Masa kedua : Pada masa Umawiyah dan berakhir pada
permulaan abad ke-2 Hijriyah.[21]
v Masa Khulafa’ Ar-Rasyidin
Setelah Nabi Muhammad wafat, telah terpilih
Abu Bakar sebagai pengganti Nabi Muhammad memimpin umat Islam. Ia kemudian
digantikan Umar bin Khattab, lalu diganti oleh Usman bin Affan, dan pengganti
selanjutnya adalah Ali bin Abi Thalib. Keempatnya dikenal dengan nama Khulafaur
Rasyidin. Periode ini adalah
periode penafsiran undang-undang dan terbukanya pintu ijtihad terhadap
kejadian-kejadian yang belum ada dasar hukumnya.[22]
Munculnya perkara-perkara baru pada masa Khulafa’
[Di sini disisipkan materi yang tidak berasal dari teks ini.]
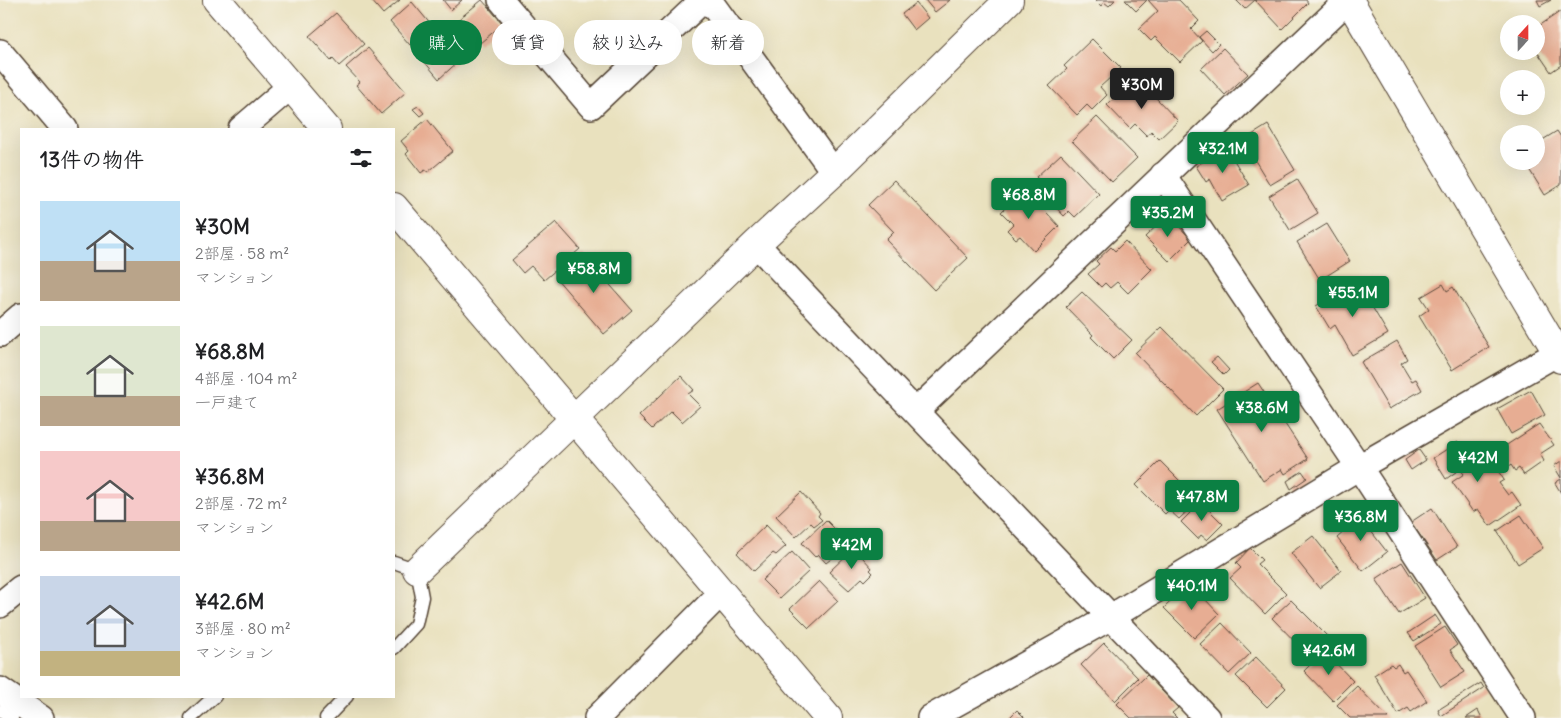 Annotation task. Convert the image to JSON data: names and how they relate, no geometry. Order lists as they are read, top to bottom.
{
  "north": "top",
  "page": {
    "map_buttons": ["+", "−"],
    "chip": [
      "購入",
      "賃貸",
      "絞り込み",
      "新着"
    ],
    "price": [
      "¥30M",
      "¥32.1M",
      "¥68.8M",
      "¥35.2M",
      "¥58.8M",
      "¥55.1M",
      "¥38.6M",
      "¥42M",
      "¥47.8M",
      "¥36.8M",
      "¥42M",
      "¥40.1M",
      "¥42.6M"
    ],
    "heading": "13件の物件",
    "list": [
      {
        "name": "¥30M",
        "note": "2部屋 · 58 m² · マンション"
      },
      {
        "name": "¥68.8M",
        "note": "4部屋 · 104 m² · 一戸建て"
      },
      {
        "name": "¥36.8M",
        "note": "2部屋 · 72 m² · マンション"
      },
      {
        "name": "¥42.6M",
        "note": "3部屋 · 80 m² · マンション"
      }
    ]
  }
}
Ar-Rasyidin merupakan pengaruh dari adanya banyak penaklukan dan bercampurnya
orang-orang arab dalam bermuamalah dengan para penduduk Negara yang telah di
taklukkan. Dengan sebab-sebab tersebut muncullah tuntutan bagi para sahabat
untuk berijtihad seperti ijtihadnya Rasulullah dan sebelumnya Rasulullah telah
memberikan izin kepada para sahabat untuk berijtihad di masa beliau Shalallahu
‘Alaihi Wasallam .[23]
Dalam menghadapi masalah baru yang muncul pada
masa ini, para sahabat Rasulullah menyandarkan ijtihad mereka kepada empat
sumber hukum, yaitu al-Qur’an, As-Sunnah, qiyas dan ijma’. Pada periode
sahabat, khususnya saat pemerintahan Abu Bakar, Al Quran mulai dibukukan. Hal
ini dikarenakan banyak sahabat penghafal Al Quran gugur dalam peperangan. Pada periode
ini As Sunnah belum dibukukan, karena dikhawatirkan akan bercampur dengan Al
Quran.
Dalam menghadapi perkembangan kehidupan,
dengan berbagai persoalan yang memerlukan penetapan hukum, namun tidak terdapat
dalam Al Quran dan Sunnah, para sahabat melakukan ijtihad. Ada beberapa sahabat
yang menentukan langkah-langkah dalam berijtihad (Abu Bakar dan Umar). Pada
periode ini ijtihad sahabat belum dibukukan.[24]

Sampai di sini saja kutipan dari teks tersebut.